Lamb Neck Ragù with Chimichurri
This is simple to make and I always like the initial preparation of any one-pot as I find chopping therapeutic. I started cooking this around 4 o’clock in the afternoon and then left it on the stove to gently simmer for about 3 and a half hours. The longer you leave it the better, as cooking it slowly allows for the meat to tenderise, giving it that ‘melt in the mouth’ sensation. It’s lighter than a traditional ragù, but still as comforting, whilst the chimichurri adds a real freshness. Chimichurri is a traditional Argentinian sauce, containing oregano rather than basil, the basil in this version, however, complements the lamb perfectly. The original recipe suggests serving with polenta, although I went with fresh tagliatelle instead. Having made quite a few chillis and bolognese in the last couple of weeks, this came as a welcome change; it’s an ideal springtime supper and is sure to bring smiles all round.
For the basil chimichurri
handful of basil
handful of parsley
handful of mint
1 green chilli
2 cloves of garlic, crushed
1 spring onion
1 tbsp red wine vinegar
1 tbsp olive oil
squeeze of lemon
Ingredients
For the ragù
splash olive oil
900g lamb neck, cut into chunks
1 onion, finely chopped
3 garlic cloves, crushed
2 springs of rosemary, chopped
2 springs thyme, chopped
bunch sage, chopped
1 tsp crushed chillies
1 stick of celery, chopped
1 fennel bulb, finely chopped
handful of chestnut mushrooms, chopped
400g tin of chopped tomatoes
2 glasses of white wine
500ml chicken stock
1 tbsp red currant jelly
Method
1. Heat the olive oil over a high heat in a medium sized, heavy based sauce pan or casserole dish. Add the lamb and sear until it is browned all over, then remove from the pan and set aside.

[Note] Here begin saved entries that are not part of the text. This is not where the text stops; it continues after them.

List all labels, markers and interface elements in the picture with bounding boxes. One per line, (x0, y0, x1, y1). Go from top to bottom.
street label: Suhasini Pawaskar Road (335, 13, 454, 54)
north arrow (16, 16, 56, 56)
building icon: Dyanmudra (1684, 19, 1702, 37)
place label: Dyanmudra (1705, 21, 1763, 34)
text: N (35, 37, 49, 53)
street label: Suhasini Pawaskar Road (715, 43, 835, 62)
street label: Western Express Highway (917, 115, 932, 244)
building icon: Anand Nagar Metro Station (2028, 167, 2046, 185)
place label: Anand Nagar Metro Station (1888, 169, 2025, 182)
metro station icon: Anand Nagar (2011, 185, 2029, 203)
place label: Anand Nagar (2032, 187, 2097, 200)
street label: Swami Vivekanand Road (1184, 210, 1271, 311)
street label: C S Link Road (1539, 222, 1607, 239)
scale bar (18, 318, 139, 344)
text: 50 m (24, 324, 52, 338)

2. Reduce to a medium heat and add the chopped onion, fennel, celery, mushrooms, crushed garlic, chilli flakes and herbs. Sauté until the onion is soft and starting to caramelise.
3. Return the lamb to the pan, then add the tin of tomatoes, a couple of glasses of white wine, stock, and the redcurrant jelly. Reduce the heat to low and simmer for at least two hours (the longer the better – I cooked for 3 and a half hours).
4. While the ragù is cooking, make the chimichurri. Put all the ingredients into a food processor and blitz, (or you can finely chop by hand and stir together until combined).
5. I served the ragù with taglitelle although the original recipe calls for polenta. Serve the pasta or polenta in warmed bowls and spoon the ragù on top. Grate over some parmesan and drizzle with the chimichurri.